Five Associated Students presidential candidates faced off in the UCen Hub on Friday for a half-hour debate that was cut short because of a fire drill.
The few students in attendance submitted questions for Brian Hampton, Constantine Pastis, William Flores, Patrick “Mad Cow” Schanes-Gallagher and Martin Markovits.
To begin the debate, candidates were asked to rate the job of current A.S. President Mahader Tesfai.
“Our current A.S. president has done a lot for a certain group of people, but there were also those who were left out,” Hampton said. “If I was to become president, I would be there for everyone’s interest.”
Flores, who helped create the Commission on Disability Access, said he planned to make the president’s office more accessible.
“I want to represent a diverse group of students,” he said. “I want to expand working on projects dealing with gender studies and the disability programs.”
The discussion then turned to the relevance of candidate debates, given the low attendance.
“Not many people are interested enough. We need to show them what we do,” Schanes-Gallagher said. “There are so many things Associated Students are doing, and I just want students to know our issues and differences.”
The candidates also fielded questions about their personal heroes.
“My hero would by my mom,” Pastis said. “I was raised in a single-parent home, and I’ve moved around a lot. My mom has been there for me throughout all those times.”
Markovits, who has campaigned on solving housing problems in Isla Vista, said he would work to lower housing costs.
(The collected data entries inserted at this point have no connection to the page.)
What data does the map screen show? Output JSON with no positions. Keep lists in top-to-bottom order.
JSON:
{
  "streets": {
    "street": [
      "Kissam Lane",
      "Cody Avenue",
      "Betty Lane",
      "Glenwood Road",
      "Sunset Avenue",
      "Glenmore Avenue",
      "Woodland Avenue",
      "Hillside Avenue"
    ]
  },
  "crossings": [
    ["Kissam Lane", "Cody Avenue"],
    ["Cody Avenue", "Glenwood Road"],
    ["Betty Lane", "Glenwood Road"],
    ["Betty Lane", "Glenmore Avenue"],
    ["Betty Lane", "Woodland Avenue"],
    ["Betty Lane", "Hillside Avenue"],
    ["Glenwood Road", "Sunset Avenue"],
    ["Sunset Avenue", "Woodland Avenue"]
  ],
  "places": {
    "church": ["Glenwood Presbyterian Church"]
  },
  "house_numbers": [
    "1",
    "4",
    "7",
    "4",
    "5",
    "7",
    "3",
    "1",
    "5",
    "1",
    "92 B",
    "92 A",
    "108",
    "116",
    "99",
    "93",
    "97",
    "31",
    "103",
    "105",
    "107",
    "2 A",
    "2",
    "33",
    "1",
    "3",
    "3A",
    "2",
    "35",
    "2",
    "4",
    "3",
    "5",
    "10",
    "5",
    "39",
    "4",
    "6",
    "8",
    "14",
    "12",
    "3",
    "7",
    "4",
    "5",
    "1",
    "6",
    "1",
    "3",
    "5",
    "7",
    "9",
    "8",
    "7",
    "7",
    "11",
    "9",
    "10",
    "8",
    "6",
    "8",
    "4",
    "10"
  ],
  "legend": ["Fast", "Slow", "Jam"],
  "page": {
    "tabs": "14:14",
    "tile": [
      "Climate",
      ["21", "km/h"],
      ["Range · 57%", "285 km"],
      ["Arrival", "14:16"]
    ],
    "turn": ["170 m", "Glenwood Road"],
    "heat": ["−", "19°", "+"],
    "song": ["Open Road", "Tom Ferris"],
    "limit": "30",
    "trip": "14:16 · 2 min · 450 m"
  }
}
“Down the line, only a rich group of students can come here due to high prices for housing,” he said. “Housing is very important for the student’s education, and each student should be able to afford it.”
Hampton agreed that I.V. could use work.
“We need to be more selective and force the landlords to make it a nicer place for students to live,” he said. “As of now, it’s pretty ghetto.”
Schanes-Gallagher said housing problems extend beyond Santa Barbara.
“All public universities are struggling with housing and overpopulation,” Gallagher said. “I want to sit down with Chancellor [Henry] Yang and talk about these issues.”
With the high population density comes environmental problems, which are another of Markovits’ campaign issues. Markovits announced his support of a general education requirement for an environmental studies class.
Flores also took up the environmental argument. He said students should be able to enjoy the beaches, but often cannot because of environmental problems.
“We need to take responsibility of our money in order to be environmentally friendly,” he said.
The debate was cut short by the fire drill, leaving several questions unanswered.
The Spring Election will be on April 24 and 25.